Тутмес не мог оставаться.
Он чувствовал угрызения совести от того, что покидал Египет в самый тяжелый его момент, что гробница Эхнатона оставалась незаконченной. Он думал и о Нефертити, и о том, как она переживает смерть супруга, которого любила больше жизни.
При мыслях о царице он грустно улыбнулся самому себе и, проводя рукой по лицу, вспомнил, что до сих пор на нем парик из овечьей шерсти. Тогда он снял его и положил на землю у своих ног, затем скользнул ладонью по коротко стриженым волосам.
– Прощай, страна моих снов, – беззвучно шевеля губами, сказал он. – Я слишком повзрослел.
И он уже хотел следовать дальше, но уловил легкое движение за правым плечом. Поспешно оглянувшись, он увидел собственную тень, далеко простирающуюся к востоку, и вновь взглянул на диск Атона, уже наполовину погрузившегося в землю и словно символизировавшего собой печальный конец своего единственного сына.

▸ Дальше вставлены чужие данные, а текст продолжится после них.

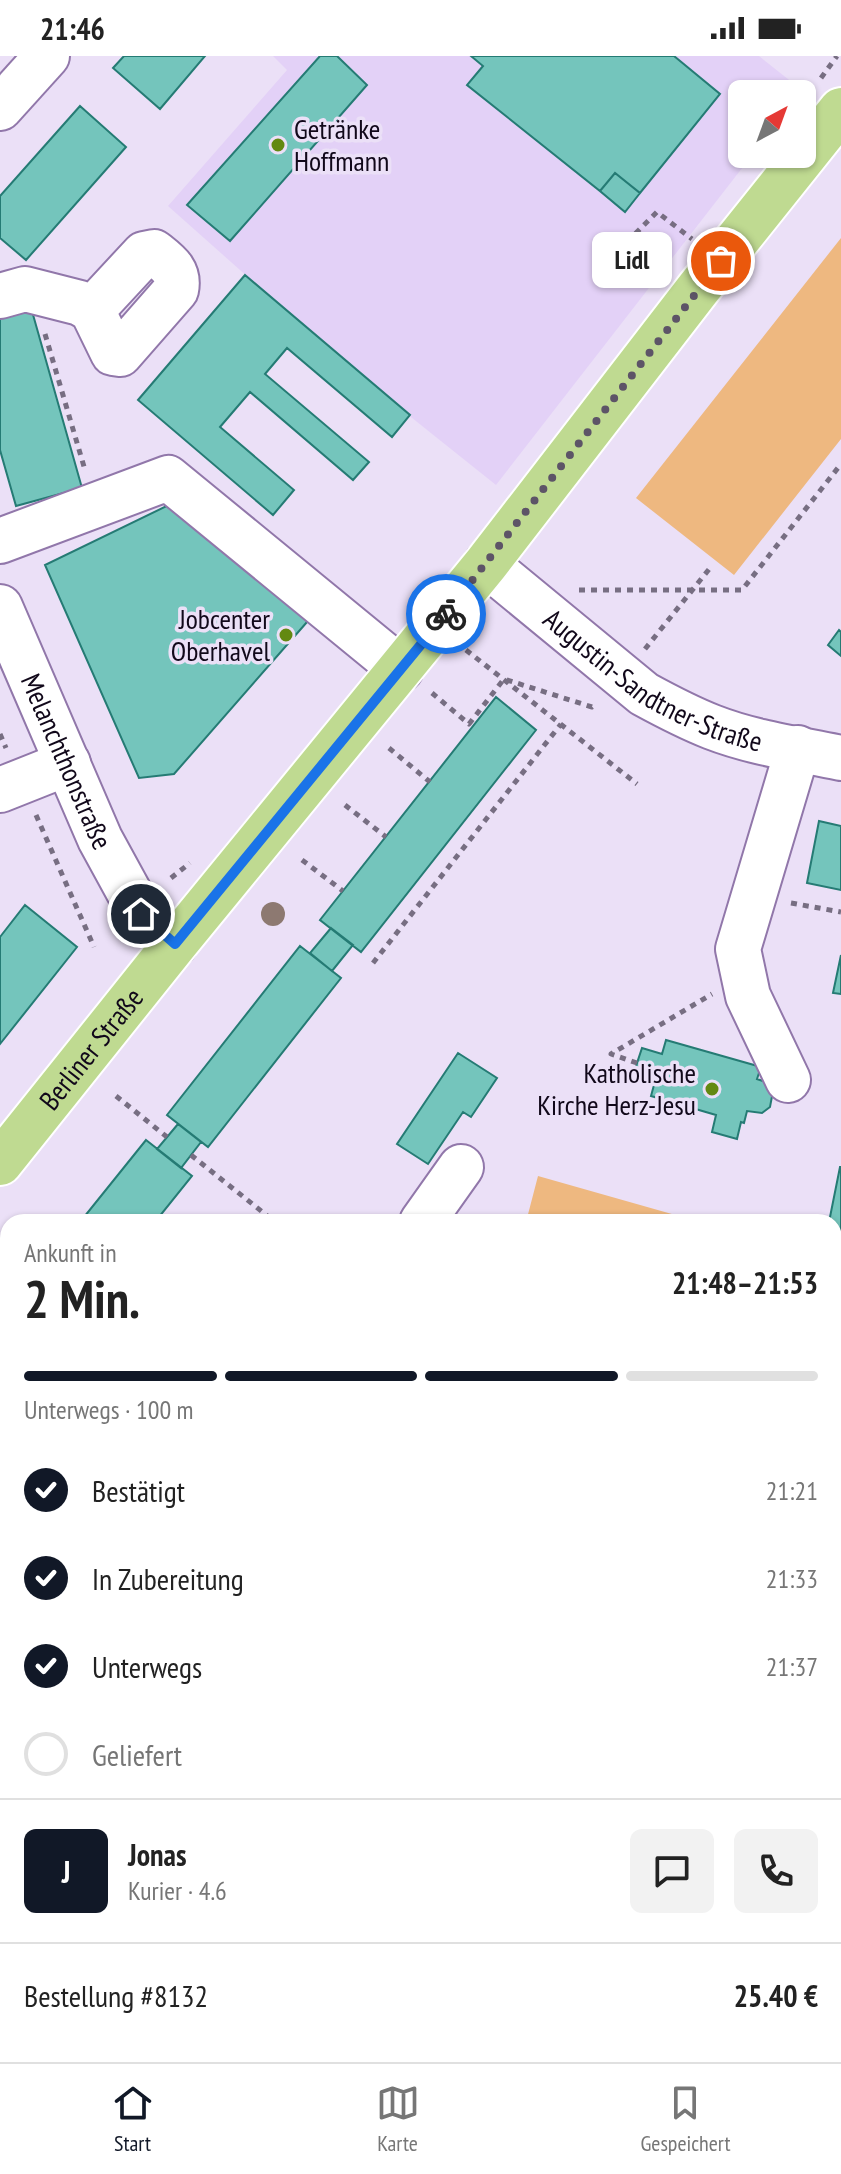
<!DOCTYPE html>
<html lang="de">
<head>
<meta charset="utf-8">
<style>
	body { margin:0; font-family:"PT Sans Narrow",sans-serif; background:#f2f2f2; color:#222; height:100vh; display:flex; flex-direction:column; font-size:30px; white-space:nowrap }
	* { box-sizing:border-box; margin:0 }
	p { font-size:26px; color:#767676 }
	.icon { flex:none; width:44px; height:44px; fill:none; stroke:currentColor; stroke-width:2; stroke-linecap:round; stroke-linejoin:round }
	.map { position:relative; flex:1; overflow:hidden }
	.side { position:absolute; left:0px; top:1158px; width:842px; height:848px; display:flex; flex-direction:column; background:#fff; border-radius:24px 24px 0 0; box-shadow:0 2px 6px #0004 }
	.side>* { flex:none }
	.needle { width:52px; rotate:41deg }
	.controls { position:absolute; left:728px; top:24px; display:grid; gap:16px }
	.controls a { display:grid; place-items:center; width:88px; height:88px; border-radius:12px; background:#fff; box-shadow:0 2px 6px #0004; font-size:40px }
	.pin { position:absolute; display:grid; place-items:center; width:68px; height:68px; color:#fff; margin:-34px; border:4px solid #fff; border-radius:50%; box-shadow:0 2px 8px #0007 }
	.courier { position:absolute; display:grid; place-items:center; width:80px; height:80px; margin:-40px; border:6px solid #1a73e8; border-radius:50%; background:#fff; color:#222; box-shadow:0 2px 10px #0007 }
	.bubble { position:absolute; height:56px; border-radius:12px; background:#fff; box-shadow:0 2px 6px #0004; font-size:26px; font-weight:700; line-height:56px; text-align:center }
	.headline em { font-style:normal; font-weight:700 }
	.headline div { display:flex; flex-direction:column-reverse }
	.headline { display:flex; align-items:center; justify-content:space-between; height:136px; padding:0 24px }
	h1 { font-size:52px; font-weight:700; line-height:60px }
	.bar { display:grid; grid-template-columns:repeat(4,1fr); gap:12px 8px; align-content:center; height:96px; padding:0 24px }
	.bar i { height:10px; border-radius:6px; background:#e0e0e0 }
	.bar .active { background:#111827 }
	.bar p { grid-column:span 4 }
	.line { display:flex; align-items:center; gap:20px; padding:0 24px; border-top:2px solid #e0e0e0 }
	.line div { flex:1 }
	.round { display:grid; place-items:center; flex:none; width:84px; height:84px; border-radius:12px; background:#f2f2f2 }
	ol { padding:0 24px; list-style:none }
	li { display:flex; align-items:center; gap:24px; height:88px }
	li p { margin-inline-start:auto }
	li .icon { padding:8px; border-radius:50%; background:#111827; color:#fff; stroke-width:4 }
	li:last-child { color:#767676 }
	li i { width:44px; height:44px; border:4px solid #e0e0e0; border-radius:50% }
	.status { display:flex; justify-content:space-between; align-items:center; height:56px; padding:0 40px; background:#fff; direction:ltr }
	.status svg { height:22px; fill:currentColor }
	.tabs { display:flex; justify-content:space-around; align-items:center; height:112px; border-top:2px solid #e0e0e0; background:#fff; font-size:22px; color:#767676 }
	.tabs a { display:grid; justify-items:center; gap:4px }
	.tabs .active { color:#111827 }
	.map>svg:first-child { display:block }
	.built { fill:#e3d1f7 }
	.green { fill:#eeb880 }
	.building { fill:#74c5bc; stroke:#257b74; stroke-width:2 }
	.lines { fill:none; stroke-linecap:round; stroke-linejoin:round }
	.minor-casing { stroke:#9177aa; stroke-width:48 }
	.major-casing { stroke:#fff; stroke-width:48 }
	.path { stroke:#776e82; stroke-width:5; stroke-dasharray:6 6; stroke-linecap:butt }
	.minor { stroke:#fff; stroke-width:44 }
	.major { stroke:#bfda91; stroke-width:44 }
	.tree { fill:#8d7971 }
	.done { stroke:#5d5467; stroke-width:8; stroke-dasharray:0 14.4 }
	.route { stroke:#1a73e8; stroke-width:10 }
	.poi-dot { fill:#638911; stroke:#ebe0f7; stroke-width:3 }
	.labels { text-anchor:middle; stroke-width:7; stroke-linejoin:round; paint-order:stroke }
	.poi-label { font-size:28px; fill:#11081a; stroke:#ebe0f7; text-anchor:end }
	.street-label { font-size:28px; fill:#11081a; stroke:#ebe0f7 }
</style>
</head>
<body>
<div class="status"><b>21:46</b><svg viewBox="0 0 49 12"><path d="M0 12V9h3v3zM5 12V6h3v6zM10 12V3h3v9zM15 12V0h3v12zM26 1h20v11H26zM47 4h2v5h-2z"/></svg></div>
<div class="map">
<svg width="841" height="2006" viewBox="0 0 841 2006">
	<rect width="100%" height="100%" fill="#ebe0f7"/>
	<path class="built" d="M273,0H759L803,35L800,38H742V98H753L496,429L357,318L168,150L287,14Z"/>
	<path class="green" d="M841,182V383L734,519L636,442Z
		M538,1120L700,1166H526Z
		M21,1998H95L101,2006H17Z
		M109,1998H325L343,2002L345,1998H358L356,2006H115Z"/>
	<path class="building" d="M124,0H205L160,53L113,12Z
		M320,0H337L367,29L230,185L187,149Z
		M471,0H674L720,38L640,137L615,117L600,135L467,29L483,10Z
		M80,50L126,91L26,204L0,182V140Z
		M615,117L640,137L625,156L600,135Z
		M245,219L410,359L392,381L287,292L265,318L369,406L353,424L250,336L220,371L294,434L273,459L138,344Z
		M30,248L82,432L16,450L0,394V256Z
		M177,445L314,558L174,718L139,722L45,509Z
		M839,574L841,576V600L828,589Z
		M496,641L536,674L361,896L320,864Z
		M819,765L841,770V834L807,827Z
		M25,849L77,891L0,988V881Z
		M331,872L353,889L332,915L310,897Z
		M300,890L341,922L208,1091L167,1059Z
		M841,899V938L833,937Z
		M666,984L761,1011L757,1023L766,1026L773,1035L770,1051L762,1057L747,1055L744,1067L741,1066L737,1083L712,1076L716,1059L651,1040L654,1029L633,1022L637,1007L642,992L662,998Z
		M458,997L497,1022L471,1061L463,1056L428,1108L397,1088Z
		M178,1068L201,1086L181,1112L157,1093Z
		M146,1084L192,1120L155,1166H80Z
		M840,1111H841V1188L834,1186V1166H829Z
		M8,1256V1342L0,1336V1266Z
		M5,1611H8V1666L0,1664V1632Z
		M0,1864L8,1868V1970L0,1989Z
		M381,1998H606L645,2006H380Z"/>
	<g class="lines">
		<g class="minor-casing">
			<g id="minor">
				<path d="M0,52L47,0"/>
				<path d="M0,240L25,233L80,247L92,254L113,297L120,298L176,234C180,215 168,207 154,196L144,198L92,254"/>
				<path d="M0,485L168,422L401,613"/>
				<path id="s1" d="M486,508L644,638C666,650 689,662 712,671C753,687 798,693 841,702"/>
				<path id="s2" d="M0,551L100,783L141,858L175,888"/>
				<path d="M0,734L68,707"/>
				<path d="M788,1024L748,940L738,893L798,692"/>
				<path d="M422,1166L461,1111"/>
				<path d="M834,1350L841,1352"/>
				<path d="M834,1644L841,1605"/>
				<path d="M834,1702L841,1704"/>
				<path d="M0,1748L8,1750"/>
				<path d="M834,1913L841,1914"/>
			</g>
		</g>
		<g class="major-casing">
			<g id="major">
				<path id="s3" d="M0,1107L175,888L486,508L698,233L841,54"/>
			</g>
		</g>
		<path class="path" d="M821,22L837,0
			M610,203L657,156L692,183
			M45,278L85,414
			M579,534H742L841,408
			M645,593L710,512
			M466,594L637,728
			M432,637L469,668L504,623L592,651L596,648
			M0,678L6,692
			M389,692L430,726
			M345,749L386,781
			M36,759L94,891
			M302,804L343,835
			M171,822L190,807
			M791,847L841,856
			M373,907L561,668
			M637,1007L611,998L712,938
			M116,1040L167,1081
			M191,1099L275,1166
			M0,1815L8,1804
			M102,1998L107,2006
			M12,2006L15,1998
			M361,2006L363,1998
			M685,2006L687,1998"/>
		<use href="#minor" class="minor"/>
		<use href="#major" class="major"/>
	</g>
	<circle class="tree" cx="273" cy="858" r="12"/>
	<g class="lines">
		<path class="done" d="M446,558L721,205"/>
		<path class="route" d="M141,858L175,888L446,558"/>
	</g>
	<g class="poi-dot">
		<circle cx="278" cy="89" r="8"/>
		<circle cx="286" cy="579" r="8"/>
		<circle cx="712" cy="1033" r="8"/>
	</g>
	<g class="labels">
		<g class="poi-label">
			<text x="294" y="83" text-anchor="start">Getränke<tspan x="294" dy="32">Hoffmann</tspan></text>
			<text x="270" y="573">Jobcenter<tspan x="270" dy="32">Oberhavel</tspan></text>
			<text x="696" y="1027">Katholische<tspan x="696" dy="32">Kirche Herz-Jesu</tspan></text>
		</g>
		<g class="street-label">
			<text dy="10" stroke="none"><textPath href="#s1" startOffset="206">Augustin-Sandtner-Straße</textPath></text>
			<text dy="10" stroke="none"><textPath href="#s2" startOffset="168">Melanchthonstraße</textPath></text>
			<text dy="10" stroke="none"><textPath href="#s3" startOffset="146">Berliner Straße</textPath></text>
		</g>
	</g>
</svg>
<div class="controls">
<a><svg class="needle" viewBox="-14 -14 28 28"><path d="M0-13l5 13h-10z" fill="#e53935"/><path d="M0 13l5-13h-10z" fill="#767676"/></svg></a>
</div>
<div class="pin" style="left:721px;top:205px;background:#ea580c"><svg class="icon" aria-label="bag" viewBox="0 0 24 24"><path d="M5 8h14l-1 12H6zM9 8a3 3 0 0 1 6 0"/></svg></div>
<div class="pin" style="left:141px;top:858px;background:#1f2937"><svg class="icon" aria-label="home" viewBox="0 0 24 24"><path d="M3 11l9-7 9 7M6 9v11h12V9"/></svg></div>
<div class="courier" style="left:446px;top:558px"><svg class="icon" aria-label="bike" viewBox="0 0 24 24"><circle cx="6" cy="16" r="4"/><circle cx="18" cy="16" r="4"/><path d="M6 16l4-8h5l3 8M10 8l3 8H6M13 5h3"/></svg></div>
<div class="bubble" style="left:592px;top:176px;width:80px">Lidl</div>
<section class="side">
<div class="headline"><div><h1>2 Min.</h1><p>Ankunft in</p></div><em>21:48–21:53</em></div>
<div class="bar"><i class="active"></i><i class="active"></i><i class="active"></i><i></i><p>Unterwegs · 100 m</p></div>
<ol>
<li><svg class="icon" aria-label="check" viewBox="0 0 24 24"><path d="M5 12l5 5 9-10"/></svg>Bestätigt<p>21:21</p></li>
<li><svg class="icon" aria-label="check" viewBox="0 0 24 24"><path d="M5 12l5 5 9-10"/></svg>In Zubereitung<p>21:33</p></li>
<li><svg class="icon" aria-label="check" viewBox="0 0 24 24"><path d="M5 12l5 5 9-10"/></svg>Unterwegs<p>21:37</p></li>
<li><i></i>Geliefert</li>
</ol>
<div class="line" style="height:144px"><b class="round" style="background:#111827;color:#fff">J</b><div><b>Jonas</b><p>Kurier · 4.6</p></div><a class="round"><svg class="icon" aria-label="chat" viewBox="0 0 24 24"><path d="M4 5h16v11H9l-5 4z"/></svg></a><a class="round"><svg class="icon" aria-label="phone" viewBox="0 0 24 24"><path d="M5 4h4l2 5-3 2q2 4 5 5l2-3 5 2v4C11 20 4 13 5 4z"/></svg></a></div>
<div class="line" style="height:104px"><div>Bestellung #8132</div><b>25.40 €</b></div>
</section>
</div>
<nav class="tabs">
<a class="active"><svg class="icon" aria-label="home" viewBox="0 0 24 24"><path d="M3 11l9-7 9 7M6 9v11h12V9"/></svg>Start</a>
<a><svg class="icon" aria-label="map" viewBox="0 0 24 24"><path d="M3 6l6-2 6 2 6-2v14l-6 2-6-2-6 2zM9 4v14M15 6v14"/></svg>Karte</a>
<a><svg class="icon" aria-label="saved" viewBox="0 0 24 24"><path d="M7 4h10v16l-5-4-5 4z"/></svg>Gespeichert</a>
</nav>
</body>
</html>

Тутмес смотрел на солнце и никак не мог найти в себе силы повернуться к нему спиной, а когда, наконец, это сделал, заметил странный багряный отблеск на земле, лежащий подле его черной тени. Может, само египетское солнце говорило с ним?
В голове зазвучали струны музыкальных инструментов, наигрывающих какую-то щемящую мелодию. И эти воображаемые звуки заглушал рокочущий низкий голос, похожий на голос Эхнатона:
«А муж умирает и теряет всю силу,
Скончается человек – и где он?
И человек ляжет и не встанет,
До скончания небес не пробудится,
И не воспрянут ото сна своего.
Но когда умирает человек, разве будет жить?
Как воин на службе,
Все дни я ждал бы,
Пока не придет мне смена».
Тутмес готов был поклясться, что с ним говорит сам повелитель Обеих Земель.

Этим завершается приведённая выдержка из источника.